____ Input for this task
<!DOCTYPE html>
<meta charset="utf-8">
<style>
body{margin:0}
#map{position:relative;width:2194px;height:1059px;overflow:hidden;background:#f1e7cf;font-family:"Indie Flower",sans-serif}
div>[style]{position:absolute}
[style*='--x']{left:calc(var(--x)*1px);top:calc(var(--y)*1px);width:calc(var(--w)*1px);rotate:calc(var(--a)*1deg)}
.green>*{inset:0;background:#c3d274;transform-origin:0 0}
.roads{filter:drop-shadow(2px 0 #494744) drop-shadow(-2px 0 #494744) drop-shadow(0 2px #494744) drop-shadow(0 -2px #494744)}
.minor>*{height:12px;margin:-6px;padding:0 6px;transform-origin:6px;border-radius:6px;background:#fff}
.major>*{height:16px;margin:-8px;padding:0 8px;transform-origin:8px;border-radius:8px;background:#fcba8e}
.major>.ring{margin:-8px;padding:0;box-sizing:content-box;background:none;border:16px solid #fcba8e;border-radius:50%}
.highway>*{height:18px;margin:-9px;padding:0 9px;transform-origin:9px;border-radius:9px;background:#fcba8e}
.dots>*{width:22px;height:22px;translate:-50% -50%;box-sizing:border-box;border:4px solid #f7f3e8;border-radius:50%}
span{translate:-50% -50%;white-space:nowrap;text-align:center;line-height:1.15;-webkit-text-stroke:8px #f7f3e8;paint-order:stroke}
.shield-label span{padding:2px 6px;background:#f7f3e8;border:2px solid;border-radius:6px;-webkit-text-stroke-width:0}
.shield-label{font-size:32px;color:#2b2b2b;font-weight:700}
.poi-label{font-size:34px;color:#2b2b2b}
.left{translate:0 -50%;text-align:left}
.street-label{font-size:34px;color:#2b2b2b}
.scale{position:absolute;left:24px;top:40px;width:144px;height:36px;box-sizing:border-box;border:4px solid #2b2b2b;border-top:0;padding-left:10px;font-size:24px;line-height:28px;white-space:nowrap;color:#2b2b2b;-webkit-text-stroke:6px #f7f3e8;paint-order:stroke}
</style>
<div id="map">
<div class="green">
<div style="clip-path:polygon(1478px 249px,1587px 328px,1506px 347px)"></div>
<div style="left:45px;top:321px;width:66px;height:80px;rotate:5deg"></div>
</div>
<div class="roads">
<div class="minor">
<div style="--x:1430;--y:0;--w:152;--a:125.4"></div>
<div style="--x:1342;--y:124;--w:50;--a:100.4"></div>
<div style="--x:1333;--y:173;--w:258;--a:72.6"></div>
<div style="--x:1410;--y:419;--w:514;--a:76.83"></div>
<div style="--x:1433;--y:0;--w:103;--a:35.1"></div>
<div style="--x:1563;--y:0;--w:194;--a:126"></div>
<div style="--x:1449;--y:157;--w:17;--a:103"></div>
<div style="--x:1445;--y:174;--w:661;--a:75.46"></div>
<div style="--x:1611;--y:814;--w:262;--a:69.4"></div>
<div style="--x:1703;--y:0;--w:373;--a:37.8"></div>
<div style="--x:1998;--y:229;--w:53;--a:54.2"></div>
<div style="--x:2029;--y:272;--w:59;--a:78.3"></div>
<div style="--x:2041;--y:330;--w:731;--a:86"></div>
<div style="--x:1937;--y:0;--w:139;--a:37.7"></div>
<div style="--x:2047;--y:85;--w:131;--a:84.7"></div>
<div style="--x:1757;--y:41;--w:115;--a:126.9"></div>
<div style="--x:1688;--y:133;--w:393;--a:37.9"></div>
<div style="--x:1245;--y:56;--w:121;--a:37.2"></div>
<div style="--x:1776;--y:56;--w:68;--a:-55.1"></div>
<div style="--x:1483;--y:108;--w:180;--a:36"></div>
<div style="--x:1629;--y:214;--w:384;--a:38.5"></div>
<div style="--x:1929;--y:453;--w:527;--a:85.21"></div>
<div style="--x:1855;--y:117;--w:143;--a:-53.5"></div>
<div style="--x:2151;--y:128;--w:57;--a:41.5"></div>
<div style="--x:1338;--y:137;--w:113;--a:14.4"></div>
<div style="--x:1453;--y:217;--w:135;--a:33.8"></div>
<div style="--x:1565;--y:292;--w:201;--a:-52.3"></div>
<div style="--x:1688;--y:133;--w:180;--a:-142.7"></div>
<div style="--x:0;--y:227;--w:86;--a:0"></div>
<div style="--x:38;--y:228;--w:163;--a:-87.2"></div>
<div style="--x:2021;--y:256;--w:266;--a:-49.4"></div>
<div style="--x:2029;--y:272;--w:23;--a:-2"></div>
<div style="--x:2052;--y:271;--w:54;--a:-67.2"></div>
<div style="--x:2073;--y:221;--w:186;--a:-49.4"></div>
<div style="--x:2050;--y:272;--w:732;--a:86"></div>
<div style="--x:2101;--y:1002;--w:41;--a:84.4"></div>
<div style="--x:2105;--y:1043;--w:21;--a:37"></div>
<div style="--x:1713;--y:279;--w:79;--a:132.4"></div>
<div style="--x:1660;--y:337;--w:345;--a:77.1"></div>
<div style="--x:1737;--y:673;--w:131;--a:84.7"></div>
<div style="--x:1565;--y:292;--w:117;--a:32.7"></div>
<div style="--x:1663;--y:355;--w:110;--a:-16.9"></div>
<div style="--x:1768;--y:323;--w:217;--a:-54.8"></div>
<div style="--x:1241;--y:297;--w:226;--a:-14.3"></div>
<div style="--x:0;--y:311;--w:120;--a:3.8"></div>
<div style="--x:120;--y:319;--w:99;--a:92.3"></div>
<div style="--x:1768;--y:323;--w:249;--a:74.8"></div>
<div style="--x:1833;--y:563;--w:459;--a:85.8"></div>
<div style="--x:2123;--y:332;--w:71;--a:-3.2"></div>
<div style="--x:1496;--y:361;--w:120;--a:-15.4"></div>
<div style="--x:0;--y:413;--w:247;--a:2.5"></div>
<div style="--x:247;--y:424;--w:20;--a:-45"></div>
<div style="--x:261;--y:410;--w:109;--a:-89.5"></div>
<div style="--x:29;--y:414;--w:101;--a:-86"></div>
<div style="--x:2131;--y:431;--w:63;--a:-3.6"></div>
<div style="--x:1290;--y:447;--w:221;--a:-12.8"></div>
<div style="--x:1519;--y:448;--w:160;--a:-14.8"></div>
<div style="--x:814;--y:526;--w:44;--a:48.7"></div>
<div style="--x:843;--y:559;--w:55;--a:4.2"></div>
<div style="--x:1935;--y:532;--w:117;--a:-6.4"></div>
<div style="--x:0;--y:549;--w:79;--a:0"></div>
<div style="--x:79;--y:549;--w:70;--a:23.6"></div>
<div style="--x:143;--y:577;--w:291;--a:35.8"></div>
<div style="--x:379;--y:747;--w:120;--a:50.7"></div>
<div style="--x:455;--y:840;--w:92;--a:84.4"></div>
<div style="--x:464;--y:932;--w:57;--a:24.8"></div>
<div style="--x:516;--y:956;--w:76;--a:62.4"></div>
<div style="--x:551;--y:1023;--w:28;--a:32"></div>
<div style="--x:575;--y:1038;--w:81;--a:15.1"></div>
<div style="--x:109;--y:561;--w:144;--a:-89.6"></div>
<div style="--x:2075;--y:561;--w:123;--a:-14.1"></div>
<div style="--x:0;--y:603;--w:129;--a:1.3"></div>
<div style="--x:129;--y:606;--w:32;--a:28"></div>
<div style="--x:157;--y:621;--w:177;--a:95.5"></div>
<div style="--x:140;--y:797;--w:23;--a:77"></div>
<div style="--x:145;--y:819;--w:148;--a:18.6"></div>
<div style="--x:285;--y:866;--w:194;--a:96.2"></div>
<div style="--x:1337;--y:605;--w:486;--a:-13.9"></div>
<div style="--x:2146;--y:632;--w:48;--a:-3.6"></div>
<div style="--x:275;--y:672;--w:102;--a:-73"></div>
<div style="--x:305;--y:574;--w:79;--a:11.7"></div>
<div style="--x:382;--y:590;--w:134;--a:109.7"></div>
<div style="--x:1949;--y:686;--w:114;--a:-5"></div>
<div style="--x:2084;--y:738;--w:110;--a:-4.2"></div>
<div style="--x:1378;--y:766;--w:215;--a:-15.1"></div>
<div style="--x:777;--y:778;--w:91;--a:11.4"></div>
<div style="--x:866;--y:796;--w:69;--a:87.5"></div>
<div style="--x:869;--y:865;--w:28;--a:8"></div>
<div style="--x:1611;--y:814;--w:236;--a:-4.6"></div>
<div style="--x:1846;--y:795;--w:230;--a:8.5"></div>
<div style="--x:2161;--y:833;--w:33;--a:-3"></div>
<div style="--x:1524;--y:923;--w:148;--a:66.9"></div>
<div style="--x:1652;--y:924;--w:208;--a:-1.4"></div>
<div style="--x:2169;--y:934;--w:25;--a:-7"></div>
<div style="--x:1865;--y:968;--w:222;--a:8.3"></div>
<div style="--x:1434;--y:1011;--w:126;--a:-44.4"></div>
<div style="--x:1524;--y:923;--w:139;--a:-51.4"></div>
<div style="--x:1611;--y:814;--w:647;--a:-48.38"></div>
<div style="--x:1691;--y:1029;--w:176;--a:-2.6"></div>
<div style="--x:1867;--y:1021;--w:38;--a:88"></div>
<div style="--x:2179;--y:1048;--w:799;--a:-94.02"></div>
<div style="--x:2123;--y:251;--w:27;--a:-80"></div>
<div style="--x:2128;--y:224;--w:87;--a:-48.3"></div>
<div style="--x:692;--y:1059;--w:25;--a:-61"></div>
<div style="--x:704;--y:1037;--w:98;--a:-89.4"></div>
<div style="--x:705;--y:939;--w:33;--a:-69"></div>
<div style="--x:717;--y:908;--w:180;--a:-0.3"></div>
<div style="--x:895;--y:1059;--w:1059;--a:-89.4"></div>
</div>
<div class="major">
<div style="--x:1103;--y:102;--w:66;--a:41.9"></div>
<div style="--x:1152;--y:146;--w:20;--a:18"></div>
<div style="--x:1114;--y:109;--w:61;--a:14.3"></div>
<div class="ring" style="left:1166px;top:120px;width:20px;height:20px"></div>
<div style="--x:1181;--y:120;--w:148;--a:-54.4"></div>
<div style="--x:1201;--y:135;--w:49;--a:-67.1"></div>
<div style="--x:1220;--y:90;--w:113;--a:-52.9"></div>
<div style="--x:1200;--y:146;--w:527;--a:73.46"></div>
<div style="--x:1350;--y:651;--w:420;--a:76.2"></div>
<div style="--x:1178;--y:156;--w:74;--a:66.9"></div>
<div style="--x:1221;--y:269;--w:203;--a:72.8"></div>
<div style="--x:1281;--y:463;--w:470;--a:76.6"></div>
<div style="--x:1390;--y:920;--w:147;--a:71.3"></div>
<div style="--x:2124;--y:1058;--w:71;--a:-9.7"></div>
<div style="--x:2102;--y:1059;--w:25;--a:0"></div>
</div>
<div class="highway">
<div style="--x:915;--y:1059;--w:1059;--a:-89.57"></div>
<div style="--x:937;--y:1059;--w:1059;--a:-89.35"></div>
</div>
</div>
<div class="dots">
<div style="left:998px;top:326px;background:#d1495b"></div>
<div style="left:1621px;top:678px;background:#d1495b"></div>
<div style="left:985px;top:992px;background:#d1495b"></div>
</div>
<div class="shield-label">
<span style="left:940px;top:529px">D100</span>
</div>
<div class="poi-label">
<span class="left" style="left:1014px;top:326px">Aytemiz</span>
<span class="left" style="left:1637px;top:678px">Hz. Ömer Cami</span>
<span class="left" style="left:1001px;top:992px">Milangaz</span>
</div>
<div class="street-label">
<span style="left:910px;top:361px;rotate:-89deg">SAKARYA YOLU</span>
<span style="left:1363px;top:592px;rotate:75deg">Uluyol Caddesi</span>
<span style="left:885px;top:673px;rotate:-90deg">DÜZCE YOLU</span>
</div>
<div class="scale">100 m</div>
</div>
________
* Exercise brief
Each line of the data that has the string "green" should be returned.

* Result
.green>*{inset:0;background:#c3d274;transform-origin:0 0}
<div class="green">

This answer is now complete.